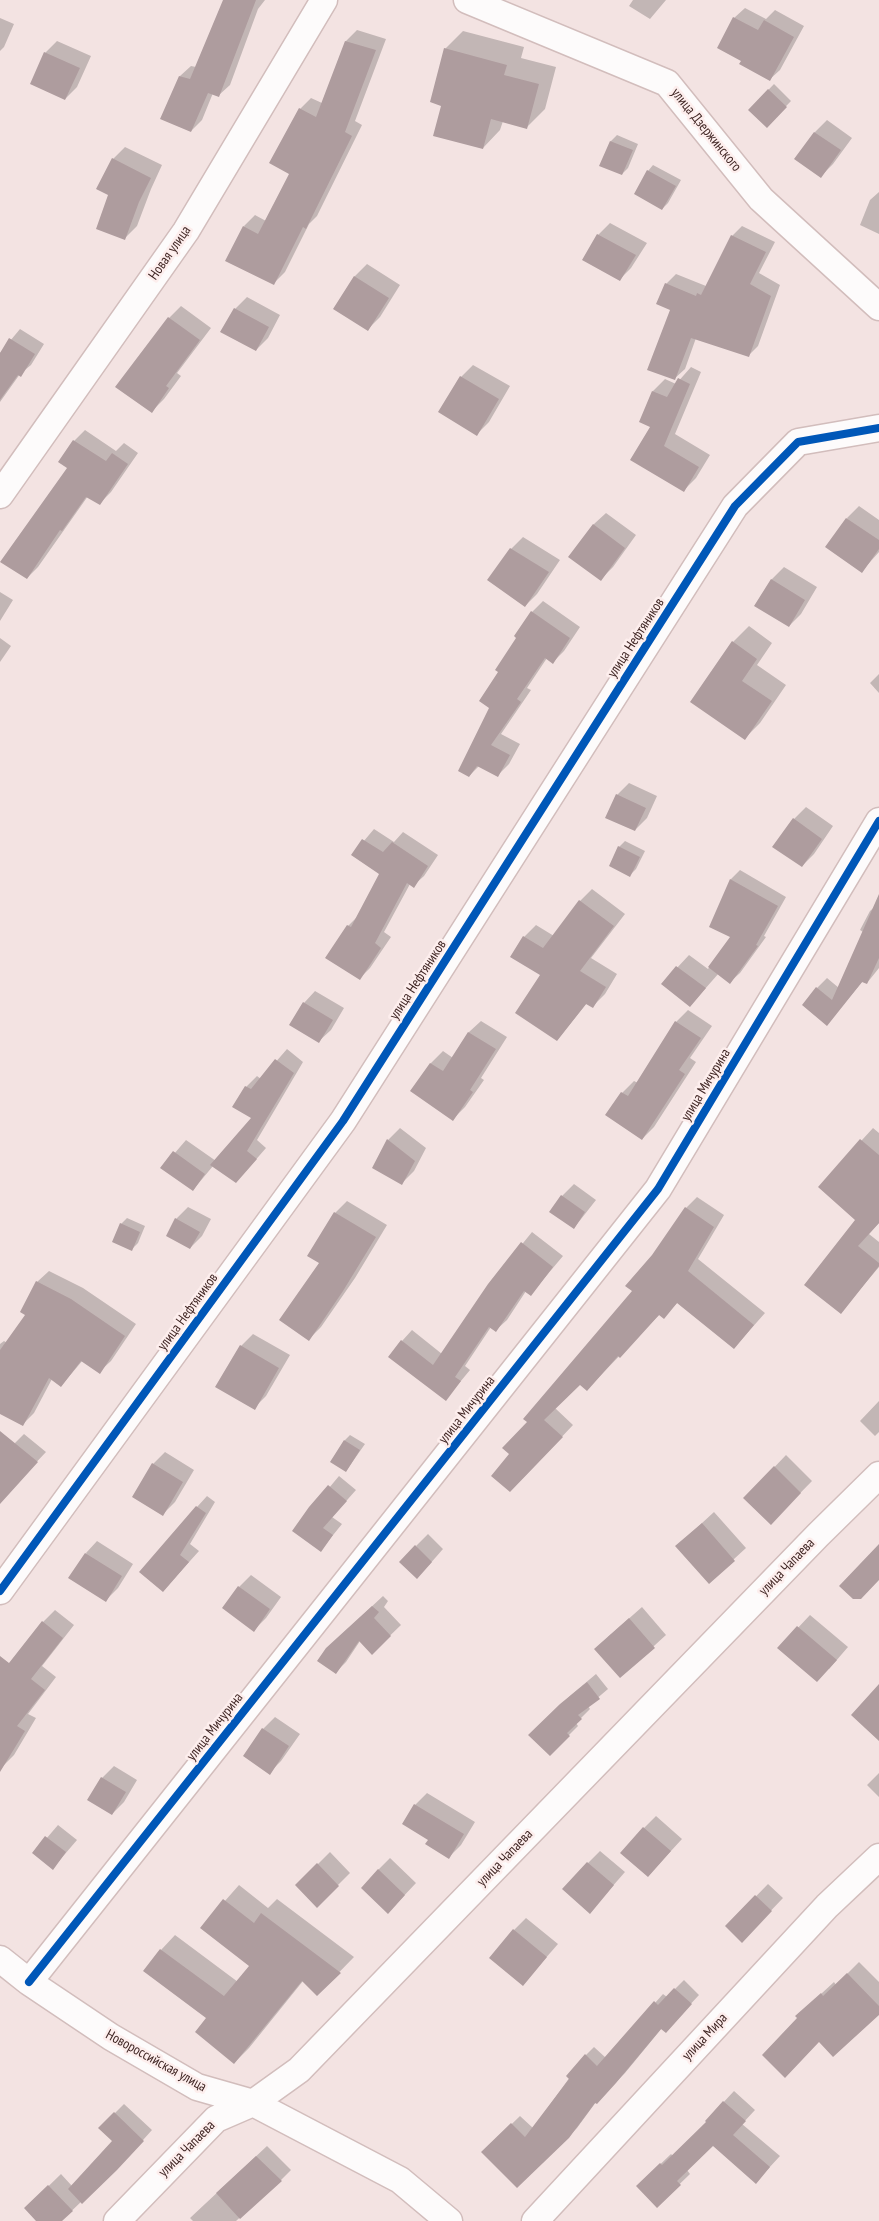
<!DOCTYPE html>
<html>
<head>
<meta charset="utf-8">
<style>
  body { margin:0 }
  canvas { display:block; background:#f3e3e2 }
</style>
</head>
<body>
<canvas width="879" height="2221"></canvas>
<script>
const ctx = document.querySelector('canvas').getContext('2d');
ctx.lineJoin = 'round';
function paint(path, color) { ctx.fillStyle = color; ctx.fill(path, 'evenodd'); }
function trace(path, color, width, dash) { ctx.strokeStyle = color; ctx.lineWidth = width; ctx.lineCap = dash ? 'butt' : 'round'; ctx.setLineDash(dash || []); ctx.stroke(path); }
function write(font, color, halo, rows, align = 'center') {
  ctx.font = font + ' "PT Sans Narrow",sans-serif'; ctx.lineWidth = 5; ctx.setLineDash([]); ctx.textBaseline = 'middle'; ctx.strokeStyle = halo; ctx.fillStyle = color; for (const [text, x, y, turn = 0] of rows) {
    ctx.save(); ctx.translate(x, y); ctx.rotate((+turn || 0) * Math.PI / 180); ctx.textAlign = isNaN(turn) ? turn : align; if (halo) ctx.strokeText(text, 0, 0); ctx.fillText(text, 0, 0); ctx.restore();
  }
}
const shadow = new Path2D(`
  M226,0h39l-7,9 -28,76 -11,10 -6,-2 -11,27 -11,11 -11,-55 11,-10 5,1z
  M633,0h33l-16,19 -21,-13z
  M745,8l21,11 9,-9 29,16 -24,44 -11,10 -26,-20 -9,-42z
  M0,18l14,6 -10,23 -4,4z
  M357,30l29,9 -31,82 7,4 -45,91 -8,8 -24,48 -11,11 -30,-57 11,-11 11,6 25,-48 9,-64 11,-11 11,5 24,-62z
  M463,31l61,16 -3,11 35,9 -11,42 -18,18 -24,-6 -3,9 -17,18 -40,-43 2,-56z
  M57,41l34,15 -14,31 -12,12 -20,-46z
  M774,84l17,17 -24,25 -18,-16z
  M827,120l25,18 -19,26 -12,12 -25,-17 19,-27z
  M617,135l21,9 -10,24 -6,6 -21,-9 10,-24z
  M125,147l37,18 -11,24 -14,37 -12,12 -12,-79z
  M653,165l28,15 -13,23 -6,6 -14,-38z
  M879,192v42l-19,-9 10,-25z
  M610,223l37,20 -16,25 -12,12 -21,-45z
  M742,226l33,16 -16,31 21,12 -22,61 -10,10 -52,-18 -11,31 -11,10 -3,-70 -5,-25 10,-10 30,12 26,-50z
  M367,264l33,21 -20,32 -12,12 -33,-21 20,-32z
  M247,297l33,18 -12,23 -12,12 -21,-41z
  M181,306l30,22 -34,45 4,3 -17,23 -12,12 -35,-25 52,-68z
  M20,329l24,15 -13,21 -11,9 -20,28v-49z
  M473,365l37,21 -21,36 -12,12 -16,-57z
  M691,367l10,5 -26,62 35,21 -14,23 -12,12 -32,-64 -11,-4 12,-31 12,-12 11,5z
  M85,430l31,21 8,-8 14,10 -27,39 -11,11 -12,-7 -50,71 -11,11 42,-110 5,-27z
  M859,506l20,14v32l-17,19 -15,-53z
  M606,513l30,22 -23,32 -12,12 -31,-22 24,-33z
  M523,537l37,23 -23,34 -12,12 -14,-57z
  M784,567l33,20 -16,27 -12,12 -33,-20 16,-27z
  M0,592l13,8 -13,21z
  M543,601l37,26 -16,24 -11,11 -6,-4 -20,30 4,2 -30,44 19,10 -11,20 -11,11 -19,-9 -10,10 22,-69 41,-95z
  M749,626l23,17 -15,22 29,20 -26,38 -15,15 -12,-96z
  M0,638l11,8 -11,16z
  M879,674v19l-9,-10z
  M629,783l28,13 -10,22 -12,12 -18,-35z
  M806,807l27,19 -19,28 -12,12 -8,-47z
  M374,829l20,13 9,-10 35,23 -14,21 -11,10 -3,-2 -26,48 7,5 -21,31 -10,10 -12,-52 10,-10 23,-42 -29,-19z
  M625,841l20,10 -9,18 -6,6 -11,-28z
  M740,870l46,27 -22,39 2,1 -26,36 -10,9 -11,-9 -29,33 -28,-22 27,-29 19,14 24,-33 -21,-10 20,-47z
  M592,889l33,25 -34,44 26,16 -12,20 -12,12 -6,-3 -30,37 -15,-65 -30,-18 12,-20 12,-12 18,11 26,-35z
  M879,903v65l-12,15 -4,-2 -36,43 -10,-36 10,-10 12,10 24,-56 -3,-2 10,-19z
  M315,991l29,17 -13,22 -12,11 -15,-38z
  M688,1010l24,16 -22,32 6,4 -42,65 -12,12 -20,-46 12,-12 4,2 38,-61z
  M481,1021l26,16 -26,41 3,2 -19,27 -12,12 -41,-28 19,-28 12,-12 10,7 16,-26z
  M287,1049l16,13 -46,78 9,8 -20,23 -33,-5 -20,24 -31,-22 24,-28 30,21 37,-44 -7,-30 11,-11 4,3z
  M400,1128l26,20 -12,23 -12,12 -14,-43z
  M873,1128l6,5v90l-10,11 10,8v25l-38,45 16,-92 -38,-33z
  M574,1184l22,16 -22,28 -12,-32z
  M697,1197l27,18 -26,44 67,54 -31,35 -56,-46 -14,15 -4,-3 -62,64 -18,6 -25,24 18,17 -51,54 -12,-25 18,-32 106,-131 19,-36 33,-47z
  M347,1201l40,24 -32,53 -34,49 -12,12 12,-77 14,-49z
  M188,1207l23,12 -9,17 -12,12 -14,-29z
  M127,1218l18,8 -7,17 -6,6 -11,-25z
  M532,1232l31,24 -32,38 -5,-3 -19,29 -11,10 -5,-3 -26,39 5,4 -24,29 -44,-58 10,-11 30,24 47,-69z
  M49,1271l34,17 53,36 -25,37 -12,11 -16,-12 -22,26 -9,-7 -18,34 -12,12 -22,-13v-68l4,-3 3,2 20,-28 10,-33z
  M253,1334l37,21 -24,41 -12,12 -13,-62z
  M879,1401v31l-4,4 -15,-15z
  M24,1434l22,18 -46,49v-43z
  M350,1435l15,9 -19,27 -1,-31z
  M165,1452l29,18 -19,32 -12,12 -10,-50z
  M786,1455l26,26 -41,42 -26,-25z
  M339,1476l17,14 -24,27 10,7 -21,26 -28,-19z
  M207,1496l8,6 -25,42 9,7 -36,40 34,-84z
  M714,1512l32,36 -37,34 -32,-36z
  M428,1534l15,15 -14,16 -13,-19z
  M97,1541l36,23 -15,24 -12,12 -20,-47z
  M251,1575l30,22 -15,21 -12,12 -15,-43z
  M383,1596l5,5 -4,6 17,18 -29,28 -12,-12 -14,21 -11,11 3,-35z
  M642,1607l24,28 -46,42 -12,-40z
  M55,1610l19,15 -32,41 14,11 -28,37 8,4 -22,37 -12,12 -2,-2v-88l43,-55z
  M810,1615l38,32 -19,22 -50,-21z
  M596,1674l12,15 -20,17 2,3 -14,14 2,3 -28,28 -20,-19 41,-40z
  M275,1717l25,17 -19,27 -12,12 -6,-44z
  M114,1766l23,14 -13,22 -12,12 -10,-36z
  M879,1773v24l-12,-12z
  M427,1793l48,29 -14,23 -12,12 -19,-18 -15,-34z
  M656,1816l26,23 -34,37 -4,-48z
  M58,1825l19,15 -24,28 -19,-15z
  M600,1851l25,21 -35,40 -2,-49z
  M330,1852l20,21 -33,33 -20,-21z
  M390,1858l26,25 -16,17 -22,-30z
  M768,1884l15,14 -41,43 -15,-15z
  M239,1885l29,23 9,-9 77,58 -37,38 -14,-14 -54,67 -15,15 -26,-45 -47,-68 14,-15 63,47 12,-16 -48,-39z
  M526,1918l32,26 -35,40 -9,-54z
  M859,1962l20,20v32l-80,4 10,-13 25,-23 2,3z
  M684,1980l15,15 -25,27 -12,6 -37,45 -29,29 -19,26 -60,59 -34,-35 37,-36 13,12 53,-73 8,-8 12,11 57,-64 4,3z
  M734,2091l21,19 -13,14 38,32 -24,26 -43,-37 -26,25 3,4 -33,32 -9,-30 23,-22 2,2 35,-34 -2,-1z
  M124,2104l28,26 -26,29 -65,62h-23l-12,-13 35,-34 11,12 42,-45 -14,-13z
  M267,2146l24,24 -10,10 -45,41h-43l-3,-3z`);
const building = new Path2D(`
  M223,0h33l-37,97 -11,-4 -17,39 -31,-13 19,-43 11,3z
  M733,17l25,13 6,-10 30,17 -24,44 -31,-17 2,-3 -24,-13z
  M345,41l31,9 -31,82 7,4 -46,93 -3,-2 -29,58 -49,-24 18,-35 15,8 31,-60 -20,-11 30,-55 17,9z
  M444,48l63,17 -3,10 35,9 -12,45 -36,-10 -8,30 -50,-13 8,-30 -11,-4z
  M44,52l36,16 -15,32 -35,-16z
  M768,89l19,18 -20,21 -19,-18z
  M814,132l27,18 -20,28 -27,-19z
  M610,141l23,9 -11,25 -23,-9z
  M112,158l39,20 -12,24 -14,38 -29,-11 12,-34 -12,-6z
  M647,170l29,16 -14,24 -28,-16z
  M597,234l39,21 -16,26 -38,-21z
  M731,235l35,17 -16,32 21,12 -22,61 -58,-19 -16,42 -28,-10 23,-60 -14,-6 9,-21 31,13 1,-3 4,2z
  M354,276l35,22 -21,33 -35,-22z
  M234,308l35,19 -13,24 -36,-19z
  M168,317l32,23 -34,46 3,2 -17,25 -37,-26z
  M9,338l26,16 -14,23 -3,-2 -18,25v-47z
  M460,376l39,23 -22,37 -39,-24z
  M678,378l12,6 -26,62 35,21 -15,25 -54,-32 20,-33 -11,-5 13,-31 15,6z
  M73,440l33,21 6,-8 16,11 -28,41 -14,-8 -24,34 -2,-1 -33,49 -27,-17 67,-94 -9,-6z
  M846,518l33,22v9l-17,24 -37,-26z
  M593,524l32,24 -24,33 -33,-24z
  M510,548l39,24 -24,35 -38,-27z
  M771,579l34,21 -16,27 -35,-21z
  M531,611l39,27 -17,26 -8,-6 -28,41 4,3 -30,43 19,10 -12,22 -21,-11 -8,11 -11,-6 31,-63 -10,-7 19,-29 -3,-2 21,-32 -2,-2z
  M732,641l25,18 -15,22 30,20 -27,39 -55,-38z
  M616,794l30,14 -11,23 -30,-13z
  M793,818l29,21 -20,28 -30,-20z
  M362,839l21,13 9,-10 36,24 -14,22 -7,-5 -32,60 6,5 -21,32 -35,-22 22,-33 4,2 28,-53 -28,-19z
  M618,846l22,11 -10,20 -21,-11z
  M730,879l48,27 -22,39 2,1 -28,38 -22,-17 22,-30 -21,-10z
  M879,894v64l-12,26 -5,-2 -35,44 -25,-21 14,-18 16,13z
  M579,900l35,26 -34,45 26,16 -13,21 -7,-4 -29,37 -42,-28 25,-38 -30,-18 13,-21 20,12z
  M676,966l30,22 -16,19 -29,-23z
  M303,1002l30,18 -14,23 -30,-18z
  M675,1021l26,17 -22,32 6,4 -43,66 -37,-25 16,-23 7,4z
  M468,1032l28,17 -26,41 3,2 -20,29 -43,-30 20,-28 13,8z
  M275,1059l19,14 -47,78 10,8 -21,24 -26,-18 41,-47 -19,-11 13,-21 6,3z
  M387,1139l28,22 -13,24 -30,-17z
  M860,1139l19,16v68l-21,23 21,17v3l-38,48 -37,-29 51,-65 -37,-33z
  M173,1151l32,23 -12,17 -33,-23z
  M561,1195l24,17 -11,17 -25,-17z
  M685,1207l29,20 -26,44 66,54 -20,24 -57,-46 -13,16 -5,-4 -39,43 -2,-2 -31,35 -7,-6 -36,35 19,17 -53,55 -19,-16 18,-22 -7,-6 25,-26 -4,-3 109,-128 -7,-5 27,-31z
  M334,1212l42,25 -33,54 -34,50 -30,-21 40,-57 -12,-7z
  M175,1218l25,14 -10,17 -24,-13z
  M120,1223l20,9 -8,19 -20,-9z
  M521,1242l32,25 -22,29 -7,-5 -28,41 -7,-5 -34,50 6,4 -15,20 -58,-44 13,-17 32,25 55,-81z
  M36,1281l35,18 54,37 -25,38 -19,-13 -20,26 -12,-9 -26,48 -23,-12v-64l25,-35 -5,-3z
  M240,1345l39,23 -24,42 -40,-23z
  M0,1431l38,31 -38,42z
  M344,1440l16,10 -14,22 -16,-10z
  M152,1463l31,19 -20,34 -31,-19z
  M774,1466l27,27 -30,32 -28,-27z
  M328,1485l19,16 -24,27 10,7 -12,17 -29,-21 17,-24z
  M196,1506l10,7 -26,42 9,7 -26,30 -24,-20z
  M702,1523l33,38 -26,23 -34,-38z
  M879,1544v36l-18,19h-8l-14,-13z
  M415,1545l17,17 -15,17 -18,-17z
  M85,1553l37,23 -16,26 -38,-24z
  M238,1586l32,23 -16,23 -32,-24z
  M372,1606l7,6 -5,6 17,18 -19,19 -13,-14 -23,33 -19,-13 9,-13z
  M629,1618l26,30 -35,30 -26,-29z
  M42,1621l21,17 -32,41 14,11 -28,36 8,5 -25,41v-116l9,7z
  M797,1626l40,34 -20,22 -40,-34z
  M587,1682l13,17 -22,16 4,4 -15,14 3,3 -20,20 -22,-21 32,-31z
  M879,1684v57l-28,-26z
  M262,1728l27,18 -19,29 -27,-19z
  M101,1777l25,15 -14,23 -25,-15z
  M414,1804l50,30 -15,25 -24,-15 3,-4 -26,-16z
  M643,1827l28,24 -23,26 -28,-24z
  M45,1836l21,16 -13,18 -21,-17z
  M587,1862l27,23 -24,29 -28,-25z
  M317,1863l22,23 -22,22 -22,-23z
  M378,1869l27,26 -17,19 -27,-26z
  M755,1895l17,16 -30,32 -17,-17z
  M223,1899l31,24 7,-10 80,60 -24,23 -15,-15 -68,83 -39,-32 11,-14 -63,-47 17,-22 64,47 25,-30 -49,-38z
  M513,1929l34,28 -24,29 -34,-28z
  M847,1973l32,33v9l-46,42 -14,-15 -34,36 -23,-23 35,-37 -2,-2 26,-23 2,3z
  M674,1988l18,16 -26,29 -5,-4 -45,54 -19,21 -2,-1 -26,35 -52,50 -36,-36 30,-29 14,14 44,-58 -3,-3 19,-22 12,12 57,-65 4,4z
  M723,2101l23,20 -13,14 37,32 -14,17 -43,-38 -36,35 4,4 -24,23 -21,-22 24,-23 2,2 44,-43 -1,-1z
  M114,2112l30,29 -27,29 -35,34 -14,-15 44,-48 -14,-13z
  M256,2156l26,25 -42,38 -24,-26z
  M48,2185l25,26 -11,10h-26l-12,-13z`);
const street = new Path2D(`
  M467,0l200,83 94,116 118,108
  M0,495l186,-264 138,-231
  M0,1591l343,-470 392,-615 63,-64 81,-14
  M0,1959l29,23 82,55 86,50 56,16 147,77 49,41
  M29,1982l629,-793 221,-368
  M117,2221l99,-102 37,-16 46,-33 519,-535 61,-60
  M535,2221l292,-315 52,-49`);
const cycleway = new Path2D(`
  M0,1591l343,-470 392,-615 63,-64 81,-14
  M29,1982l629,-793 221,-368`);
const streetNames = [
  ["улица Дзержинского",706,130,51],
  ["Новая улица",170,253,-55],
  ["улица Нефтяников",636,638,-57],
  ["улица Нефтяников",418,980,-57],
  ["улица Мичурина",706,1085,-59],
  ["улица Нефтяников",188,1312,-54],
  ["улица Мичурина",467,1410,-52],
  ["улица Чапаева",787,1567,-46],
  ["улица Мичурина",215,1727,-52],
  ["улица Чапаева",505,1858,-46],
  ["улица Мира",705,2037,-47],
  ["Новороссийская улица",156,2061,29],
  ["улица Чапаева",187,2149,-45]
];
paint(shadow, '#0003');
paint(building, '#ae9c9e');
trace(street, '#d2bdbc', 29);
trace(street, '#fdfbfb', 26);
trace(cycleway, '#0057b8', 8);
write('14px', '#3f2523', '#fdeeed', streetNames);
</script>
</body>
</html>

-- -- --

→ Work request:
Would you copy, exactly, each line from the start of the listing above through the line with "M247,297l33,18 -12,23 -12,12 -21,-41z", both ends included, but none of the pictures?

→ The answer:
<!DOCTYPE html>
<html>
<head>
<meta charset="utf-8">
<style>
  body { margin:0 }
  canvas { display:block; background:#f3e3e2 }
</style>
</head>
<body>
<canvas width="879" height="2221"></canvas>
<script>
const ctx = document.querySelector('canvas').getContext('2d');
ctx.lineJoin = 'round';
function paint(path, color) { ctx.fillStyle = color; ctx.fill(path, 'evenodd'); }
function trace(path, color, width, dash) { ctx.strokeStyle = color; ctx.lineWidth = width; ctx.lineCap = dash ? 'butt' : 'round'; ctx.setLineDash(dash || []); ctx.stroke(path); }
function write(font, color, halo, rows, align = 'center') {
  ctx.font = font + ' "PT Sans Narrow",sans-serif'; ctx.lineWidth = 5; ctx.setLineDash([]); ctx.textBaseline = 'middle'; ctx.strokeStyle = halo; ctx.fillStyle = color; for (const [text, x, y, turn = 0] of rows) {
    ctx.save(); ctx.translate(x, y); ctx.rotate((+turn || 0) * Math.PI / 180); ctx.textAlign = isNaN(turn) ? turn : align; if (halo) ctx.strokeText(text, 0, 0); ctx.fillText(text, 0, 0); ctx.restore();
  }
}
const shadow = new Path2D(`
  M226,0h39l-7,9 -28,76 -11,10 -6,-2 -11,27 -11,11 -11,-55 11,-10 5,1z
  M633,0h33l-16,19 -21,-13z
  M745,8l21,11 9,-9 29,16 -24,44 -11,10 -26,-20 -9,-42z
  M0,18l14,6 -10,23 -4,4z
  M357,30l29,9 -31,82 7,4 -45,91 -8,8 -24,48 -11,11 -30,-57 11,-11 11,6 25,-48 9,-64 11,-11 11,5 24,-62z
  M463,31l61,16 -3,11 35,9 -11,42 -18,18 -24,-6 -3,9 -17,18 -40,-43 2,-56z
  M57,41l34,15 -14,31 -12,12 -20,-46z
  M774,84l17,17 -24,25 -18,-16z
  M827,120l25,18 -19,26 -12,12 -25,-17 19,-27z
  M617,135l21,9 -10,24 -6,6 -21,-9 10,-24z
  M125,147l37,18 -11,24 -14,37 -12,12 -12,-79z
  M653,165l28,15 -13,23 -6,6 -14,-38z
  M879,192v42l-19,-9 10,-25z
  M610,223l37,20 -16,25 -12,12 -21,-45z
  M742,226l33,16 -16,31 21,12 -22,61 -10,10 -52,-18 -11,31 -11,10 -3,-70 -5,-25 10,-10 30,12 26,-50z
  M367,264l33,21 -20,32 -12,12 -33,-21 20,-32z
  M247,297l33,18 -12,23 -12,12 -21,-41z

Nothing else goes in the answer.